In der außergewöhnlichen Umgebung der Via Garibaldi verbindet eine einzigartige Museumsroute drei Gebäude (Roter Palast, Weiß e Grimaldi - Doria - Tursi) und ist das größte Museum für antike Kunst in der Stadt. Es umfasst mehr als fünfundsiebzig Räume und ist auf verschiedenen Ebenen zwischen Loggien, Terrassen und Gärten untergebracht.

Roter Palast ist eine Art “Haus-Museum”, in dem der Charme der Residenz aus dem 17. Jahrhundert noch lebendig ist und in dem die reichen Kunstsammlungen und das historische Mobiliar der Familie Brignole-Sale in reich mit Stuck und Fresken verzierten Räumen untergebracht sind. Wer nicht schwindelfrei ist, kann uns bis zum miradorevon wo aus man einen spektakulären Blick auf das historische Zentrum von Genua und seine Vertikalität.

Weißer Palastdie führende Gemäldegalerie Liguriens, bietet einen reichhaltigen und anschaulichen Überblick über die italienische und ligurische Malerei vom 16. bis zum 18. Jahrhundert mit Werken von Rubens, Caravaggio, Vouet und hochrangige Zeugnisse aus der flämischen, französischen, spanischen und niederländischen Realität.

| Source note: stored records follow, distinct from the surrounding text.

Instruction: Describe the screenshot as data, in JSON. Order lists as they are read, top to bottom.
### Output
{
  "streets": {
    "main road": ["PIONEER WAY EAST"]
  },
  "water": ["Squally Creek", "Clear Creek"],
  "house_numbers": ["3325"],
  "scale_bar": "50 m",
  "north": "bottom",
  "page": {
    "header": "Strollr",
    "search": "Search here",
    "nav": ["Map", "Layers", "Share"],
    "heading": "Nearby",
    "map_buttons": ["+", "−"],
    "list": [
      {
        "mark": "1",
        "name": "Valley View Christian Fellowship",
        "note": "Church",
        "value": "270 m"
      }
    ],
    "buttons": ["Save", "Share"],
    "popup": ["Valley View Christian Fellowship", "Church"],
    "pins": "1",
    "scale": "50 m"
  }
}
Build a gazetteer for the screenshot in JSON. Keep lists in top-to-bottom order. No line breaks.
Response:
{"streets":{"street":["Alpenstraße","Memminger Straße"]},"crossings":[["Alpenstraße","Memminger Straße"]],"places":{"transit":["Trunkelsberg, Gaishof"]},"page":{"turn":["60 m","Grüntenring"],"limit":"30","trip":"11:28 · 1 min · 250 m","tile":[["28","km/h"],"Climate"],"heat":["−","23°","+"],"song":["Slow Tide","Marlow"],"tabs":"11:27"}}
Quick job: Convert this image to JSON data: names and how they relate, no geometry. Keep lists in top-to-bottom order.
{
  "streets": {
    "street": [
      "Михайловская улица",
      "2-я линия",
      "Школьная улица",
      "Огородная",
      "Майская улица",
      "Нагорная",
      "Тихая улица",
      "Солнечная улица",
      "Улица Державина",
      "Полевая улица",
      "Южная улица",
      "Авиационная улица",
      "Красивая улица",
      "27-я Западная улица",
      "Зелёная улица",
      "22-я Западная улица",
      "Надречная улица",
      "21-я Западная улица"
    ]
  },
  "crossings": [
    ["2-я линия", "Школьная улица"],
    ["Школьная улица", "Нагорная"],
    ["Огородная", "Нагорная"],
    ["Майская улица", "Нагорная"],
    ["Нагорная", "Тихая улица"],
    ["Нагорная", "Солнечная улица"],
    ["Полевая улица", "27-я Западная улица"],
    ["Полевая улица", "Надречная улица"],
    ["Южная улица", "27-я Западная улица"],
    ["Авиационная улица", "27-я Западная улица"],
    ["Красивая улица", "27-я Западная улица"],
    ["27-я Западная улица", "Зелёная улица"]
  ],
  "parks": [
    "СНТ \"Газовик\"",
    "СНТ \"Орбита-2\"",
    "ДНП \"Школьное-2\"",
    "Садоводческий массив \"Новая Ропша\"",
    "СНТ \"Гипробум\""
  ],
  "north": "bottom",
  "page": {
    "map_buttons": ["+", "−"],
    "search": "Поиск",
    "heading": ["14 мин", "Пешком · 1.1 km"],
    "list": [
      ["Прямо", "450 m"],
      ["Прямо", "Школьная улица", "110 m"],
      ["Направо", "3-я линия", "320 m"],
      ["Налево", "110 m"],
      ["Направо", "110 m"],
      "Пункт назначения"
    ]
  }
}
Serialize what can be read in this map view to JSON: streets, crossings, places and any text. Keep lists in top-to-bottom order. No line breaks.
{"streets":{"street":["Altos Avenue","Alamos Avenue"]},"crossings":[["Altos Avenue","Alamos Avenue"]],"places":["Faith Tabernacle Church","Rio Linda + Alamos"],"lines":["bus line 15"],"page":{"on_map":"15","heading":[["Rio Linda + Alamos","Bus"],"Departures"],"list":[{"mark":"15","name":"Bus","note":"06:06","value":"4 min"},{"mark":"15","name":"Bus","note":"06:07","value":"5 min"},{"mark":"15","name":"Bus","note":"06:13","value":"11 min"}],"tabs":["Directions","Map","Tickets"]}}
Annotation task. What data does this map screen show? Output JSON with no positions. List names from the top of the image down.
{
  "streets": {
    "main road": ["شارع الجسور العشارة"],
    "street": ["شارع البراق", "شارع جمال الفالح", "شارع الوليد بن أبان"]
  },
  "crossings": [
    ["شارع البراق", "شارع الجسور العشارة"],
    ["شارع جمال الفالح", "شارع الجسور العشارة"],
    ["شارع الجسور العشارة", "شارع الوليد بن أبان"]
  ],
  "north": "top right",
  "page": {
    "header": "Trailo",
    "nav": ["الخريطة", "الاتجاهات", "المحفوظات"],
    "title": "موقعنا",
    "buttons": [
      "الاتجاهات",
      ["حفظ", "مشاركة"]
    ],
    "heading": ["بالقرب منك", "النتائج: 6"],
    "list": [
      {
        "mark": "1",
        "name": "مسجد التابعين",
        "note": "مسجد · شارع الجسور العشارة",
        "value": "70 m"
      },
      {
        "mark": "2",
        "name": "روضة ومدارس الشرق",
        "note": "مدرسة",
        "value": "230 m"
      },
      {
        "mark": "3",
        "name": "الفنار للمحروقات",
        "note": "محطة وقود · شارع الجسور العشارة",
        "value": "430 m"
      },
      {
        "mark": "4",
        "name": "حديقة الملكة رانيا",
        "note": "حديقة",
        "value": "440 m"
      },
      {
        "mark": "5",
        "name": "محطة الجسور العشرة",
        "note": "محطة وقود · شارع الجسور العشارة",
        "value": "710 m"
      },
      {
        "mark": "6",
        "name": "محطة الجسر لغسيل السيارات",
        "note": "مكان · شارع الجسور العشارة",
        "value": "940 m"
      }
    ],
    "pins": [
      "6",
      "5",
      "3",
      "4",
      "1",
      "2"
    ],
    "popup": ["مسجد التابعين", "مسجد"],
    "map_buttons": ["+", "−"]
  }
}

Palazzo Grimaldi-Doria-Tursi. Vom Palazzo Bianco aus gelangt man durch das archäologische Gebiet, das von der Anwesenheit der Kirche San Francesco di Castelletto zeugt, zum Palazzo Grimaldi-Doria-Tursi. Hier befinden sich prächtige Sammlungen von keramik, mit Tafelgeschirr und pharmazeutischen Gefäßen, auf denen die Namen der einst verwendeten Medikamente noch lesbar sind. Andere Räume bewahren die himmlische Geige der Paganini (ein Guarnieri del Gesù) und die Büßende Magdalena von Canova.

Die Palast von Nicolosio Lomellino wurde zwischen 1559 und 1565 von G.B. Castello und B. Cantone im Auftrag von Nicolosio Lomellino, einem Mitglied einer wirtschaftlich und politisch aufstrebenden Familie. Es beherbergt einen bezaubernden italienischen Garten und im ersten Piano nobile Fresken von Bernardo Strozzi (1623), die in Anlehnung an Christoph Kolumbus die Allegorie der Evangelisierung der Neuen Welt darstellen; sie zeichnen sich durch ihren Farbenreichtum und die Neugierde der Motive, Indianer, exotische Vögel und sogar Szenen von Kannibalismus aus.

Unter Palast von Tobia Pallavicinoeine weitere der Rolli-Schlösserdie Goldene Galerie von L. De Ferrari ist eine der höchsten Errungenschaften des späten Genueser Barocks: inmitten von vergoldeten Stuckarbeiten, Spiegeln und Fresken präsentiert es einen dekorativen Zyklus, der von den Geschichten des Aeneas inspiriert ist.

Die Route kann durch den Besuch einer der folgenden Einrichtungen bereichert werden Museum oder eine Vorstadtvilla des genuesischen Adels, erreicht durch eine Busreisen.

Anlässlich der Schulausflüge in Ligurien Wir konzipieren Führungen in Genua und in der Via Garibaldi, wobei wir den Inhalt und die Sprache an das Alter der Kinder anpassen.